=== Section Start ===
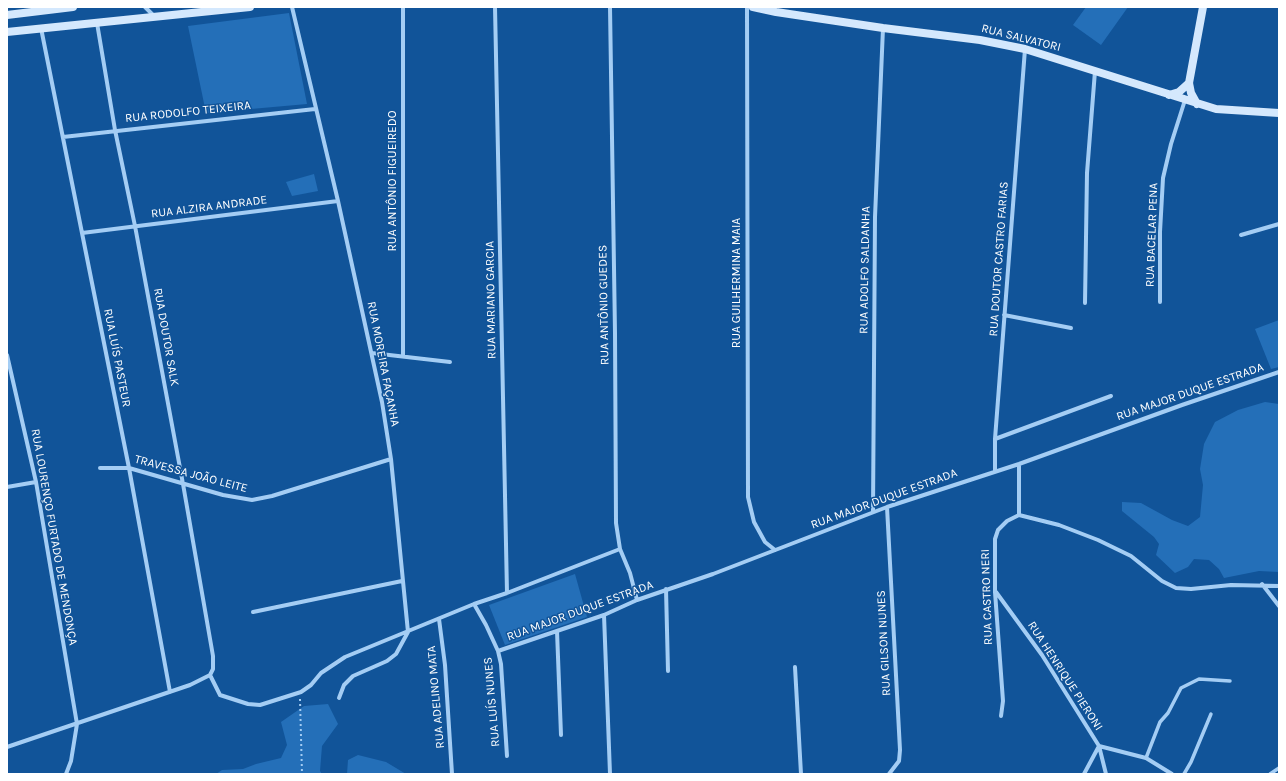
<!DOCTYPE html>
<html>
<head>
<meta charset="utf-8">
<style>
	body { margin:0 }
	#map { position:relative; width:1286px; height:781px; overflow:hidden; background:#115499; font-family:Karla,sans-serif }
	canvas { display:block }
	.frame { position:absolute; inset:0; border:8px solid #fff; pointer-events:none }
</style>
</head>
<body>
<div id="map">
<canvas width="1286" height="781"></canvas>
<div class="frame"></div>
</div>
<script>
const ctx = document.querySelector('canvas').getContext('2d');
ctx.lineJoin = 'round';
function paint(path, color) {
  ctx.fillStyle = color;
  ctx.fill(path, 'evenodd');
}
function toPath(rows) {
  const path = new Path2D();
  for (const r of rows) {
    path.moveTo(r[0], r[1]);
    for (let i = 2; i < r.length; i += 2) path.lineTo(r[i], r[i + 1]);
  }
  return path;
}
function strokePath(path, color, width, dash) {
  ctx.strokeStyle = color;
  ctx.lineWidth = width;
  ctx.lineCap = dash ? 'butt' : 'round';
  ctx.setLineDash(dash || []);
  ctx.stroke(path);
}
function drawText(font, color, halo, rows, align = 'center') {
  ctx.font = font + ' Karla,sans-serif';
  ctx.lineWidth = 3;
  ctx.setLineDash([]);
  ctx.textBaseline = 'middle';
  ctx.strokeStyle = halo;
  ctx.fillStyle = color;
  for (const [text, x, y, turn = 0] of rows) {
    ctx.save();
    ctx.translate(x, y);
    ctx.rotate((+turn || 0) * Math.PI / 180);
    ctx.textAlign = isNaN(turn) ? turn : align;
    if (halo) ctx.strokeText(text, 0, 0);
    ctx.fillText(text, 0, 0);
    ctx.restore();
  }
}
const green = toPath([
	[1086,7,1128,7,1101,45,1073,25],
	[289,13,307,104,206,113,188,26],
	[314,174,318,191,292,196,286,182],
	[1279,320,1279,367,1271,369,1255,329],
	[1265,402,1279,404,1279,572,1259,571,1224,578,1219,569,1209,560,1194,559,1188,567,1175,573,1156,555,1159,544,1154,537,1122,511,1122,502,1141,503,1172,520,1188,526,1200,517,1203,485,1200,469,1204,444,1215,422,1238,410],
	[575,574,587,617,505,645,489,605],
	[328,704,338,724,322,746,320,771,322,774,216,774,222,770,243,769,256,764,281,758,287,745,281,722,304,706],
	[358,755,386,762,406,774,347,774,348,760]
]);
const path = toPath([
	[300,699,302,774]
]);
const pedestrian = toPath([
	[1146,758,1160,722,1168,713,1181,688,1199,679,1230,681],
	[1184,774,1191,762,1211,714],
	[1270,774,1279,768]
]);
const minor = toPath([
	[145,7,154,16],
	[292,7,338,201,382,402,391,459,408,632,396,654,387,661,353,676,344,685,339,698],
	[495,7,507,593],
	[610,7,615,333,616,523,620,549,630,573,637,600],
	[747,7,748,497,754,522,765,542,775,550],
	[41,28,129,468,170,692],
	[63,137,315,109],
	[82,233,338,201],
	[1241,235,1279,224],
	[1160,302,1160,232,1163,178,1171,144,1185,100],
	[1085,303,1087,173,1095,71],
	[1004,315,1071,328],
	[372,353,450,362],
	[7,355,36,482,77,724,71,761,66,774],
	[403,356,403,7],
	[995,439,1111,396],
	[100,468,129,468,223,495,252,500,272,496,391,459],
	[995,471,995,439,1025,49],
	[7,487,36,482],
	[887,507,900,750,899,761,889,774],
	[873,512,875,217,883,28],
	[1019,515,1059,525,1098,540,1131,556,1162,581,1176,588,1191,589,1231,585,1279,586],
	[1262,584,1279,606],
	[666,589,668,671],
	[996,592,1042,655,1099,746,1146,758,1172,774],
	[474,604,486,625,498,651,501,664,507,756],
	[253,612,402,581],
	[604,615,610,774],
	[439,619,445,665,452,774],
	[557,631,561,735],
	[498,651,604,615,637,600,713,574,887,507,1019,464,1182,405,1279,372],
	[795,667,801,774],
	[210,675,220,695,248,704,260,705,301,692,311,685,321,673,345,657,474,604,507,593,620,549],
	[1001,716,1003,701,995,592,995,539,998,530,1007,521,1019,515,1019,464],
	[1099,746,1106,774],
	[7,747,190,685,210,675,213,669,213,656,183,484,135,226,115,130,97,23],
	[1084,774,1099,746]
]);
const secondary = toPath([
	[753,7,776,12,883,28,980,40,1025,49,1216,109,1279,113],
	[7,15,73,7],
	[7,32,250,7],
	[1169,95,1179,92,1189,83],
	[1197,104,1191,93,1189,83,1203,7]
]);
const streetNames = [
	["RUA SALVATORI",1021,38,14],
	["RUA RODOLFO TEIXEIRA",188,112,-6],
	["RUA ANTÔNIO FIGUEIREDO",393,181,-90],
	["RUA ALZIRA ANDRADE",209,207,-7],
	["RUA BACELAR PENA",1152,235,-88],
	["RUA DOUTOR CASTRO FARIAS",999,259,-86],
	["RUA ADOLFO SALDANHA",865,270,-89],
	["RUA GUILHERMINA MAIA",737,283,-90],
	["RUA MARIANO GARCIA",491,300,-91],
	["RUA ANTÔNIO GUEDES",604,305,-91],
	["RUA DOUTOR SALK",166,337,80],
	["RUA LUÍS PASTEUR",117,358,79],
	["RUA MOREIRA FAÇANHA",383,364,79],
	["RUA MAJOR DUQUE ESTRADA",1190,392,-19],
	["TRAVESSA JOÃO LEITE",191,474,15],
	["RUA MAJOR DUQUE ESTRADA",884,499,-20],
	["RUA LOURENÇO FURTADO DE MENDONÇA",54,537,80],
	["RUA CASTRO NERI",987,597,-92],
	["RUA MAJOR DUQUE ESTRADA",580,611,-20],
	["RUA GILSON NUNES",884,643,-93],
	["RUA HENRIQUE PIERONI",1065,676,57],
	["RUA ADELINO MATA",436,697,-95],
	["RUA LUÍS NUNES",492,702,-95]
];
paint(green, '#246fb8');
strokePath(path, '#a4cdf4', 2, [2, 3]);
strokePath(pedestrian, '#a4cdf4', 3.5);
strokePath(minor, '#a4cdf4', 4);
strokePath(secondary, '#d4e8fd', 8);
drawText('12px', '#fff', '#115499', streetNames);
</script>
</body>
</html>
=== Section End ===
Beginning with the line holding "ctx.lineJoin = 'round';" and ending with the line holding "path.moveTo(r[0], r[1]);", write out the stretch of material above exactly; add no further lines.

ctx.lineJoin = 'round';
function paint(path, color) {
  ctx.fillStyle = color;
  ctx.fill(path, 'evenodd');
}
function toPath(rows) {
  const path = new Path2D();
  for (const r of rows) {
    path.moveTo(r[0], r[1]);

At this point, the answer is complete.